Tony sourit en voyant le regard ahuri et l'air interrogateur de son invité, puis lança :
- Envoie-moi également les plans détaillés de l'ARK et de l'armure.
- C'est fait, Monsieur. Avez-vous encore besoin de mes services ?
- Non. Merci, Jarvis.
Alexandre le fixait, ébahi :
- C'était quoi, ça ?
- Jarvis. Une IA que j'ai conçue pour gérer ma maison à L.A. Et qui s'occupe également de mes résidences secondaires comme celle-ci.

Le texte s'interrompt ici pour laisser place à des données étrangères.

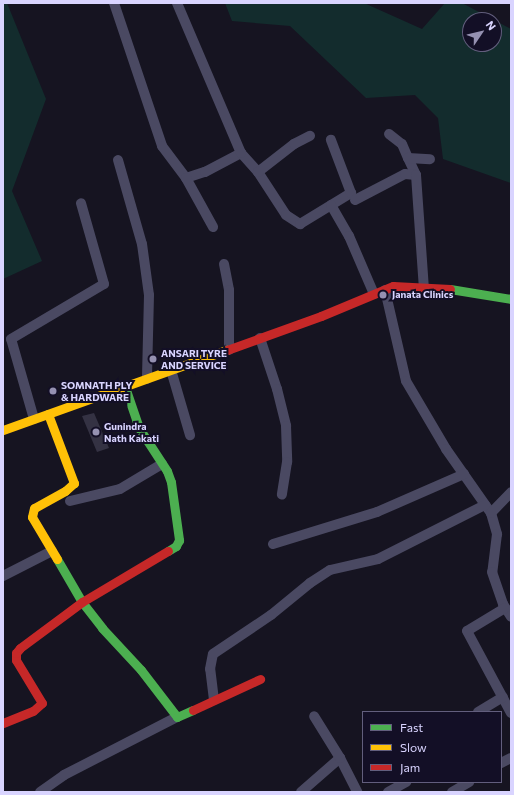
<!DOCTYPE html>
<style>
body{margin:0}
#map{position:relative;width:514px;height:795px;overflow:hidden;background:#161421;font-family:Commissioner,sans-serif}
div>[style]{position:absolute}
.green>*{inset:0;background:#132c2d}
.building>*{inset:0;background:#343243}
.street>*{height:10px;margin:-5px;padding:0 5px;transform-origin:5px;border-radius:5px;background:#4a4962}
.fast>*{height:9px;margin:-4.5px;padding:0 4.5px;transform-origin:4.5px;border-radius:4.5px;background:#4caf50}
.slow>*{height:9px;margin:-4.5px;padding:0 4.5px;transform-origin:4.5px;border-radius:4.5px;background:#ffc107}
.jam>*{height:9px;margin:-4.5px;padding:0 4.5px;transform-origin:4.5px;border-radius:4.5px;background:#c62828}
.dots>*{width:11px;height:11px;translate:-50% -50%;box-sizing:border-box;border:2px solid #130f26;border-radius:50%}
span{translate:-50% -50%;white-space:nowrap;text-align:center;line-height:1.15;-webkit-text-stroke:4px #130f26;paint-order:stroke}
.poi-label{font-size:10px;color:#d9d4ff;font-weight:700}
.left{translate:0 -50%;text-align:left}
.frame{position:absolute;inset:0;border:4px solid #d9d4ff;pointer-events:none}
.legend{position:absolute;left:362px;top:711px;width:140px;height:72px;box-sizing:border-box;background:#130f26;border:1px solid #625e7d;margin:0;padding:5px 7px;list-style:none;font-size:12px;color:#d9d4ff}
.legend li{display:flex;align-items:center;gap:8px;height:20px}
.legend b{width:20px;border:1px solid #625e7d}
.north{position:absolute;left:462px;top:12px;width:40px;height:40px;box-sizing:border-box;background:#130f26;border:1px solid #625e7d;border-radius:50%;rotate:55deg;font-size:11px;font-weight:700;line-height:16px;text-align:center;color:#d9d4ff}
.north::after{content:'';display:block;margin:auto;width:14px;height:18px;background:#9591b1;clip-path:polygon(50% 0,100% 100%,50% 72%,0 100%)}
</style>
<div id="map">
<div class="green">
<div style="clip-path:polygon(3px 3px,7px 3px,46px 99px,12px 191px,42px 261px,3px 279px)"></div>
<div style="clip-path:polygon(225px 3px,364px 3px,422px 29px,445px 3px,462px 3px,494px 20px,470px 20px,470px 44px,494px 44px,494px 20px,511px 29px,511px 183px,443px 159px,438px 118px,415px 95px,366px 98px,290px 26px,232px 21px)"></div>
</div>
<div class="building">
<div style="clip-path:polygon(94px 413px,109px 448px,97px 452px,82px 416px)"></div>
</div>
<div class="street">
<div style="left:114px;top:3px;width:151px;rotate:71.4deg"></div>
<div style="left:162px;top:146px;width:40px;rotate:53deg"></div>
<div style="left:186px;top:178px;width:20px;rotate:-18deg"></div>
<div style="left:205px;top:172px;width:41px;rotate:-27.8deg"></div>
<div style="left:241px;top:153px;width:25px;rotate:48deg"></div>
<div style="left:258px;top:172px;width:51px;rotate:56.9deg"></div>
<div style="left:286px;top:215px;width:17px;rotate:33deg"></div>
<div style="left:300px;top:224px;width:60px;rotate:-31.3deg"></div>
<div style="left:351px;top:193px;width:57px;rotate:-110.7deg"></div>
<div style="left:177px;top:3px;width:163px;rotate:66.9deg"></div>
<div style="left:389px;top:134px;width:16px;rotate:38deg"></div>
<div style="left:402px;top:144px;width:15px;rotate:67deg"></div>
<div style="left:118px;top:160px;width:87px;rotate:74.1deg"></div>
<div style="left:142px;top:244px;width:51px;rotate:82.2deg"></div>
<div style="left:149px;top:295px;width:84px;rotate:91.4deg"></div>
<div style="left:258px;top:172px;width:46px;rotate:-37.9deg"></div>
<div style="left:294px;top:144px;width:18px;rotate:-27deg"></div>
<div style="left:416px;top:175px;width:19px;rotate:-115deg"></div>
<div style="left:408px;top:158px;width:22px;rotate:3deg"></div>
<div style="left:186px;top:178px;width:56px;rotate:61.1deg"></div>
<div style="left:355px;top:200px;width:56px;rotate:-27.5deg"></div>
<div style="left:405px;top:174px;width:11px;rotate:5deg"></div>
<div style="left:416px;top:175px;width:113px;rotate:86deg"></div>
<div style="left:331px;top:205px;width:36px;rotate:60deg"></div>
<div style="left:349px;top:236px;width:63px;rotate:66.7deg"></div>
<div style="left:224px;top:264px;width:26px;rotate:79deg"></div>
<div style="left:229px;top:290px;width:60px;rotate:90deg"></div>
<div style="left:385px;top:290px;width:93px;rotate:77deg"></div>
<div style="left:406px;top:381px;width:79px;rotate:59.5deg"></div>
<div style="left:446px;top:449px;width:78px;rotate:54.9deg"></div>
<div style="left:491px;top:513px;width:22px;rotate:74deg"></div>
<div style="left:497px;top:534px;width:38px;rotate:97deg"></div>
<div style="left:492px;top:572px;width:34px;rotate:71deg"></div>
<div style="left:503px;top:604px;width:15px;rotate:58deg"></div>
<div style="left:260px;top:338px;width:54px;rotate:71.6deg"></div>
<div style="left:277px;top:389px;width:38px;rotate:76deg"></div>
<div style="left:286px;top:426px;width:36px;rotate:88deg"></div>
<div style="left:287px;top:462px;width:33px;rotate:99deg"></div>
<div style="left:171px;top:370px;width:68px;rotate:73.7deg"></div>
<div style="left:34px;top:419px;width:83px;rotate:-106deg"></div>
<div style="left:11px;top:339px;width:108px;rotate:-30.6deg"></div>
<div style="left:104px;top:284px;width:84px;rotate:-105.9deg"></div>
<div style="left:70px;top:501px;width:51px;rotate:-13.5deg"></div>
<div style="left:120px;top:489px;width:49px;rotate:-30.8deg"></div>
<div style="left:491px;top:513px;width:29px;rotate:-46deg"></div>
<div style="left:273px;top:544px;width:109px;rotate:-17.1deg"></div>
<div style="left:377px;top:512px;width:95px;rotate:-23.6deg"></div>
<div style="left:3px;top:576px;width:55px;rotate:-27deg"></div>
<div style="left:505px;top:608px;width:44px;rotate:148.8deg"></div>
<div style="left:467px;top:631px;width:93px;rotate:61.8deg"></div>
<div style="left:214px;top:700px;width:31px;rotate:-97deg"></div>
<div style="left:210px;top:669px;width:15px;rotate:-79deg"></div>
<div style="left:213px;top:654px;width:70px;rotate:-33.9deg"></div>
<div style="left:271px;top:615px;width:50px;rotate:-39.4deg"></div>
<div style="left:310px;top:583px;width:24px;rotate:-33deg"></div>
<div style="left:330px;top:570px;width:49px;rotate:-12.9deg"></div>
<div style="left:378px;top:559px;width:120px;rotate:-26.8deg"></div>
<div style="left:478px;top:712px;width:29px;rotate:-31deg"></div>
<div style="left:340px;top:758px;width:38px;rotate:63deg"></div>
<div style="left:501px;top:763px;width:11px;rotate:-27deg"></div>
<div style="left:40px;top:792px;width:29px;rotate:-35deg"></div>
<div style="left:64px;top:775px;width:127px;rotate:-27.2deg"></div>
<div style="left:301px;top:792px;width:52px;rotate:-41.1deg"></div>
<div style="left:340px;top:758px;width:49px;rotate:-121.8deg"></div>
<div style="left:388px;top:792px;width:21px;rotate:-29deg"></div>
<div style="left:452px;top:792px;width:20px;rotate:-30deg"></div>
</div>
<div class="fast">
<div style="left:450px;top:289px;width:62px;rotate:9.3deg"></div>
<div style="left:125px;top:387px;width:43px;rotate:71.1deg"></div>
<div style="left:139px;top:428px;width:51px;rotate:56.9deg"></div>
<div style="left:167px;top:471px;width:12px;rotate:70deg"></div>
<div style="left:171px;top:482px;width:59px;rotate:82.1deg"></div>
<div style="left:179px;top:540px;width:7px;rotate:117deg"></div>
<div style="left:176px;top:546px;width:9px;rotate:148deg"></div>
<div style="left:57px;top:559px;width:50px;rotate:59.8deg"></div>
<div style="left:82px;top:602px;width:33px;rotate:52deg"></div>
<div style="left:102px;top:628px;width:57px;rotate:47.1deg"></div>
<div style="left:141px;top:670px;width:59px;rotate:52.5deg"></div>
<div style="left:177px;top:717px;width:17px;rotate:-24deg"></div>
</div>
<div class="slow">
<div style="left:48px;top:414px;width:74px;rotate:69.4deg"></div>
<div style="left:74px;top:483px;width:12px;rotate:138deg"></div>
<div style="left:65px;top:491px;width:35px;rotate:151deg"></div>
<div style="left:34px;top:508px;width:9px;rotate:103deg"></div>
<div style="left:32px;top:517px;width:49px;rotate:59.2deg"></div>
<div style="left:3px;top:430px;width:238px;rotate:-19.7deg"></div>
</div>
<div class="jam">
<div style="left:227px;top:350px;width:100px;rotate:-19.9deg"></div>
<div style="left:321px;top:316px;width:78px;rotate:-22.6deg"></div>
<div style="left:393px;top:286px;width:57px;rotate:3deg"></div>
<div style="left:193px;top:710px;width:74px;rotate:-24.8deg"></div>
<div style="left:3px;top:723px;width:32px;rotate:-22deg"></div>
<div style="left:33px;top:711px;width:12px;rotate:-42deg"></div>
<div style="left:42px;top:703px;width:50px;rotate:-121.2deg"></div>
<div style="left:16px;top:660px;width:7px;rotate:-90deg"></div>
<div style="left:16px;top:653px;width:6px;rotate:-51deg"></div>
<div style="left:20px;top:648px;width:77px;rotate:-36.6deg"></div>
<div style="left:82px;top:602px;width:100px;rotate:-30.7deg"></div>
</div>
<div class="dots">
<div style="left:383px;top:295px;background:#9591b1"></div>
<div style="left:153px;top:359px;background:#9591b1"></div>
<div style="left:53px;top:391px;background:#9591b1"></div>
<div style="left:96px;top:432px;background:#9591b1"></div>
</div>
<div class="poi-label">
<span class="left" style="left:392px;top:295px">Janata Clinics</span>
<span class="left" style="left:161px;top:359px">ANSARI TYRE<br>AND SERVICE</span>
<span class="left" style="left:61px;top:391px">SOMNATH PLY<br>&amp; HARDWARE</span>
<span class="left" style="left:104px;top:432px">Gunindra<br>Nath Kakati</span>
</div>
<div class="frame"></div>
<ul class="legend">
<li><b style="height:5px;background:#4caf50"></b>Fast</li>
<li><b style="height:5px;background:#ffc107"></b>Slow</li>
<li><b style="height:5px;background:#c62828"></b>Jam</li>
</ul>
<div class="north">N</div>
</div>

Et de beaucoup d'autres choses...
- Tu as donné mon nom à une IA ?
Tony hocha la tête.
- C'était une sorte d'hommage... Une façon de t'avoir à mes côtés...
- C'est... étrange... souffla Alexandre.
L'américain changea totalement de sujet :
- Tu veux voir les plans de l'ARK ? Je me disais qu'en tant que futur partenaire commercial, ça pourrait t'intéresser.
- Tu comptes signer avec ma compagnie ?
- Si tu le souhaites toujours, ça me paraît une très bonne idée.
- J'en serais ravi.
Tony débarrassa rapidement la table, puis invita son ami à l'accompagner dans son bureau. Là, il lui montra les plans détaillés de son invention. Quand il eut fini, il vit qu'Alexandre le fixait d'un air embarrassé :
- Qu'est-ce qu'il y a ?
- Je... Je peux voir le prototype ?
Tony sourit. Il se leva pour venir s'asseoir à côté de son ami et ôta son pull, dévoilant l'ARK qui brillait sur son torse. Alexandre fixait le dispositif, fasciné. Il avança la main, puis s'arrêta, hésitant.
- Tu peux le toucher, ça ne risque rien.
Le blond obéit, les doigts un peu tremblants.
- C'est un véritable miracle...
- Juste un peu de technologie, sourit Tony.
La main d'Alexandre quitta l'ARK et alla se poser sur son cœur.
- Il bat vite... souffla-t-il.
- Si je réponds que c'est à cause de ta présence, est-ce que j'aurais l'air d'une midinette ? S'amusa le brun.
Ils rirent. Sans s'en apercevoir, ils retrouvaient peu à peu leur complicité d'antan. Leur hilarité céda bientôt la place à un silence troublant. L'air vibrait d'une tension sexuelle à peine contenue. La même lueur de désir avait empli leurs regards. Alexandre laissa sa main glisser plus bas, sur le ventre de Tony, tandis que leurs lèvres se retrouvaient pour un baiser passionné. Lorsqu'ils se séparèrent, le brun se leva et tendit la main à son compagnon en souriant :
- Je crois que je ne t'ai pas encore fait visiter ma chambre…

***

Tony se sentait bien. Cela faisait des années qu'il n'avait pas connu un tel sentiment de plénitude. Il était étendu sur le dos, une main sous la tête, l'autre caressant tendrement l'épaule blanche parsemée de tâches de rousseur de son amant. Alexandre était à moitié couché sur son lui, la tête sur son torse, juste à côté de l'ARK. Ils reprenaient doucement leurs souffles et leurs rythmes cardiaques retrouvaient peu à peu un niveau normal. Au bout d'un moment de silence, Alexandre souffla en riant :
- Y'a pas moyen de le rendre moins lumineux ? Tu fais comment pour arriver à dormir avec cette veilleuse sur la poitrine ?
- En général, je ne dors pas à poil…
- Sauf quand tu as une jolie fille dans ton lit, je suppose.
Tony eut un petit rire :
- Figure-toi qu'il n'y a eu personne depuis mon retour d'Afghanistan.
Alexandre se redressa sur un coude pour plonger son regard clair dans les yeux sombres de son amant :
- Vraiment ? Tu as tenu tout ce temps sans t'envoyer en l'air ?
- Dis tout de suite que je suis un obsédé sexuel ! grogna Tony, prenant un air faussement vexé.
- Je me souviens surtout de ton appétit insatiable… sourit son compagnon. Mais peut-être que tu t'es encroûté avec l'âge…
L'américain renversa son amant sur le dos, bien décidé à lui prouver qu'il avait encore toute sa vigueur d'adolescent.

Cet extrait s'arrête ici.